**PROBLEM STATEMENT:**
Everything from the line containing "M1058 1828 1054" through the end of the entries should be transcribed exactly. Leave out all other lines.

···

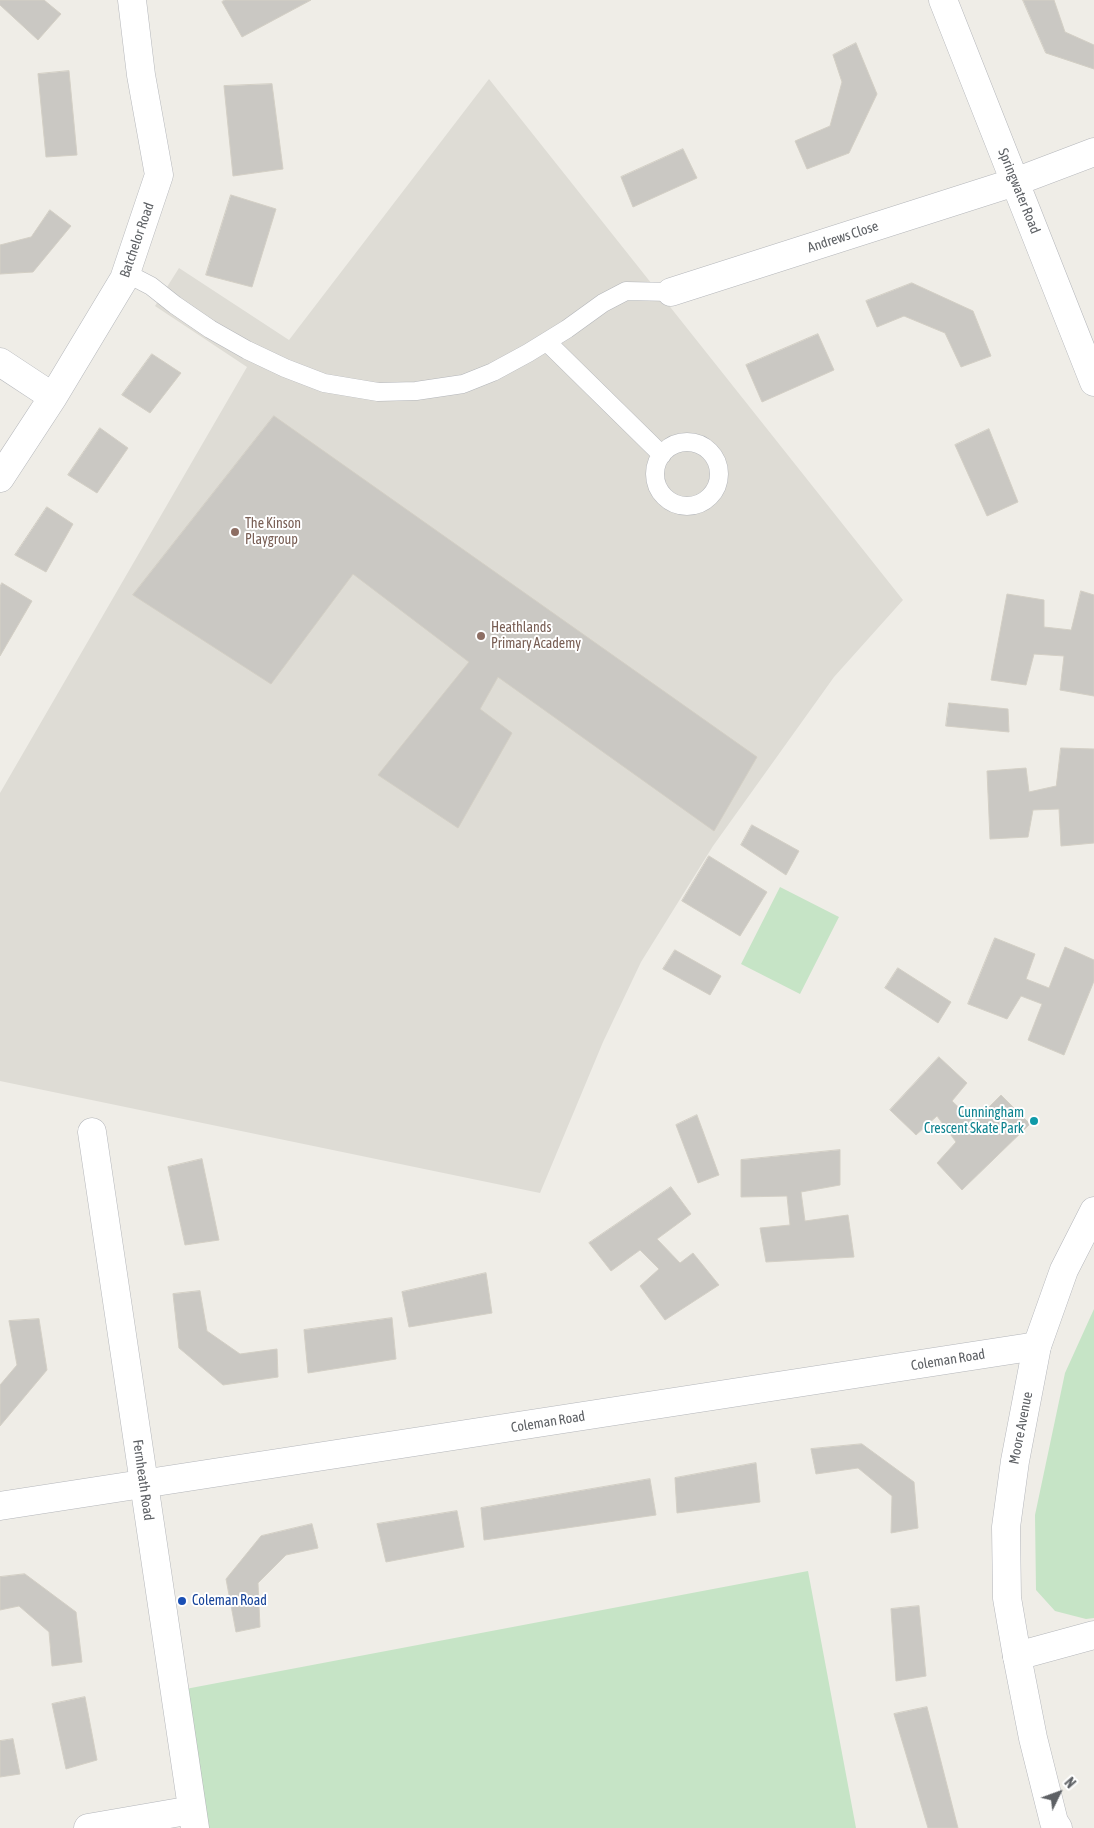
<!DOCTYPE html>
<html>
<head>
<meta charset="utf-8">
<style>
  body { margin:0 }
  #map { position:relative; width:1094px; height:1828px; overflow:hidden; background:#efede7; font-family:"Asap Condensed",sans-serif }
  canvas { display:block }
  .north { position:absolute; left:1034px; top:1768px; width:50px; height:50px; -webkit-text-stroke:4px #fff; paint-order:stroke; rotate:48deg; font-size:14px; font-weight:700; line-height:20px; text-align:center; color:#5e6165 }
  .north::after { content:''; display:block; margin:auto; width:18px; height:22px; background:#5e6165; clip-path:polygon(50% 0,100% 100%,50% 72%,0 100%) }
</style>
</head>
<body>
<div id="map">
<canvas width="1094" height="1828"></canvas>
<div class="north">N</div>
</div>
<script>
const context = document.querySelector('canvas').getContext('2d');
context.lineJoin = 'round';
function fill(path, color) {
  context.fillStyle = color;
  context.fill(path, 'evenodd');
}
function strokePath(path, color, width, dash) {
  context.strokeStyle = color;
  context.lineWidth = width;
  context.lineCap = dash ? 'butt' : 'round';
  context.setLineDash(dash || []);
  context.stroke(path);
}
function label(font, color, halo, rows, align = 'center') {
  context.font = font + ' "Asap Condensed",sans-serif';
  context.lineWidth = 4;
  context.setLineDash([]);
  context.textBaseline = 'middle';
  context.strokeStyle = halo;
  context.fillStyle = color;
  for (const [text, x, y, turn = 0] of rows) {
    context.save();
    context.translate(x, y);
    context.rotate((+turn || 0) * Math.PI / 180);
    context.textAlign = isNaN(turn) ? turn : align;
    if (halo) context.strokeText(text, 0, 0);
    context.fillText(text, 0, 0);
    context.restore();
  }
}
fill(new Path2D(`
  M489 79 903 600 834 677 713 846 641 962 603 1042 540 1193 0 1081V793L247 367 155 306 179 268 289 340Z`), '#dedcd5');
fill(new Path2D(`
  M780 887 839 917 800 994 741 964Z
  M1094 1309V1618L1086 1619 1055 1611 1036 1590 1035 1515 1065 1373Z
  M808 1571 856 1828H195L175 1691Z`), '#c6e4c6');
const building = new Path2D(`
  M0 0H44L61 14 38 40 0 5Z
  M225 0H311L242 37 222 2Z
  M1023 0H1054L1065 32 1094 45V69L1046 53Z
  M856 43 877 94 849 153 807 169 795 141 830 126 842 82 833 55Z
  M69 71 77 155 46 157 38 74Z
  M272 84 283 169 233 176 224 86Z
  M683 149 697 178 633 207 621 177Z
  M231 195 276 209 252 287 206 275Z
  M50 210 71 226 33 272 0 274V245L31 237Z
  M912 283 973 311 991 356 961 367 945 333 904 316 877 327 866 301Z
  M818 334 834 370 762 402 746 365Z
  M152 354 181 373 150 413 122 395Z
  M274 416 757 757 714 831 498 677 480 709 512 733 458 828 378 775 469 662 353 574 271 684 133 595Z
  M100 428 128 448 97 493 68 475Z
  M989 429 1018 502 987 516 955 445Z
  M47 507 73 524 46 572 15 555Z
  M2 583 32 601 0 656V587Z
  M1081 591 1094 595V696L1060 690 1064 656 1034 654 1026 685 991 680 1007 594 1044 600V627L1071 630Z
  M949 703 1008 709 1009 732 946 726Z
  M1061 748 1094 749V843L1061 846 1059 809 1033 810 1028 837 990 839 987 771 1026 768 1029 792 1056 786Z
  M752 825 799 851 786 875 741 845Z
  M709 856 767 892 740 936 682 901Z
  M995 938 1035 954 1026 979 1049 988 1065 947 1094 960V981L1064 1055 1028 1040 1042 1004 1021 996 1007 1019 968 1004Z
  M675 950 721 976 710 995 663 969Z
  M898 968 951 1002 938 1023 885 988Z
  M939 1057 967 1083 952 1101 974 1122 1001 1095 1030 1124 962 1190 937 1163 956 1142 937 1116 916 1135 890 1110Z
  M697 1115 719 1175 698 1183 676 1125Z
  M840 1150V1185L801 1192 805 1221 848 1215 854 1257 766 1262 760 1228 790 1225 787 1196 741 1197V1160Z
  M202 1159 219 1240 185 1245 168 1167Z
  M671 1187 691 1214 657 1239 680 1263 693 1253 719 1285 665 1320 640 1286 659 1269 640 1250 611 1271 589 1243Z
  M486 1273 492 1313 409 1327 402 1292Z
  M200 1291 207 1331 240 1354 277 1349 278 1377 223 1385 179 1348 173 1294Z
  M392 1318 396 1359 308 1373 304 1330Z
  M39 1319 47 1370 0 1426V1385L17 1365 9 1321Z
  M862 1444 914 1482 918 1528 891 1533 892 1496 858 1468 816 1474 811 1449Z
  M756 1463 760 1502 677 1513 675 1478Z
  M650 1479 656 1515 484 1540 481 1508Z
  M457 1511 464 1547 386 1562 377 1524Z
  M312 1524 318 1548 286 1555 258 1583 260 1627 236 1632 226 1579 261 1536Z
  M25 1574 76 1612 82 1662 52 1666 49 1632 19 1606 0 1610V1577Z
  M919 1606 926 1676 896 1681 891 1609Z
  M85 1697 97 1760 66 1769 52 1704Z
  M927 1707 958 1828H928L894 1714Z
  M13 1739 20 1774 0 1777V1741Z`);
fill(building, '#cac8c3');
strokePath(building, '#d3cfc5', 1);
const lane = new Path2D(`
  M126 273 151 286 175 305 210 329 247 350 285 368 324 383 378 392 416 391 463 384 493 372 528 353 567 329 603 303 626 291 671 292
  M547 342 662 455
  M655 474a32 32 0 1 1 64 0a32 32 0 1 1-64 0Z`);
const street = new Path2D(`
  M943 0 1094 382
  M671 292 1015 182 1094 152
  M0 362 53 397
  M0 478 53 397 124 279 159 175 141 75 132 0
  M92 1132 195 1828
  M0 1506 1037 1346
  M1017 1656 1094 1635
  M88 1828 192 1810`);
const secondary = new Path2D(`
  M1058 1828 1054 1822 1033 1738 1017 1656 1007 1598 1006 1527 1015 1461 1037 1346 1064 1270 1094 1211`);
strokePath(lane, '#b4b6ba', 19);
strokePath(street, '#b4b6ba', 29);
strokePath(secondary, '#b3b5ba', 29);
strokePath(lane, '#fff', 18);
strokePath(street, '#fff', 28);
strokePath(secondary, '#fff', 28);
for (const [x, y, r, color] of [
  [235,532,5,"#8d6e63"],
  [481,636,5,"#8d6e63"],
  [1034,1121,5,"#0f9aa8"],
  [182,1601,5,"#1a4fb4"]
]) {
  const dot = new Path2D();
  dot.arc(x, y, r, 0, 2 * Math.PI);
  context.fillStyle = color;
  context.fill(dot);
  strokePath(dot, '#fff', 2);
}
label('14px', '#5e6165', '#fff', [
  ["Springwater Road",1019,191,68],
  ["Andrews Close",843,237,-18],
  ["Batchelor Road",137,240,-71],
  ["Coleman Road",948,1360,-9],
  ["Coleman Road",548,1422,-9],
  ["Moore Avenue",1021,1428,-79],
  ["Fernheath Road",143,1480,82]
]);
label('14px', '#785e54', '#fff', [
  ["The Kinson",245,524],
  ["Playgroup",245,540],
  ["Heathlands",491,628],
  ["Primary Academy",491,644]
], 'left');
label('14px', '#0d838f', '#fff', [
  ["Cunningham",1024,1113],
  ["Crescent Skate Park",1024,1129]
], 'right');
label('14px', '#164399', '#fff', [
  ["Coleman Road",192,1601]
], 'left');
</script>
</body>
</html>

···

**EXPECTED ANSWER:**
  M1058 1828 1054 1822 1033 1738 1017 1656 1007 1598 1006 1527 1015 1461 1037 1346 1064 1270 1094 1211`);
strokePath(lane, '#b4b6ba', 19);
strokePath(street, '#b4b6ba', 29);
strokePath(secondary, '#b3b5ba', 29);
strokePath(lane, '#fff', 18);
strokePath(street, '#fff', 28);
strokePath(secondary, '#fff', 28);
for (const [x, y, r, color] of [
  [235,532,5,"#8d6e63"],
  [481,636,5,"#8d6e63"],
  [1034,1121,5,"#0f9aa8"],
  [182,1601,5,"#1a4fb4"]
]) {
  const dot = new Path2D();
  dot.arc(x, y, r, 0, 2 * Math.PI);
  context.fillStyle = color;
  context.fill(dot);
  strokePath(dot, '#fff', 2);
}
label('14px', '#5e6165', '#fff', [
  ["Springwater Road",1019,191,68],
  ["Andrews Close",843,237,-18],
  ["Batchelor Road",137,240,-71],
  ["Coleman Road",948,1360,-9],
  ["Coleman Road",548,1422,-9],
  ["Moore Avenue",1021,1428,-79],
  ["Fernheath Road",143,1480,82]
]);
label('14px', '#785e54', '#fff', [
  ["The Kinson",245,524],
  ["Playgroup",245,540],
  ["Heathlands",491,628],
  ["Primary Academy",491,644]
], 'left');
label('14px', '#0d838f', '#fff', [
  ["Cunningham",1024,1113],
  ["Crescent Skate Park",1024,1129]
], 'right');
label('14px', '#164399', '#fff', [
  ["Coleman Road",192,1601]
], 'left');
</script>
</body>
</html>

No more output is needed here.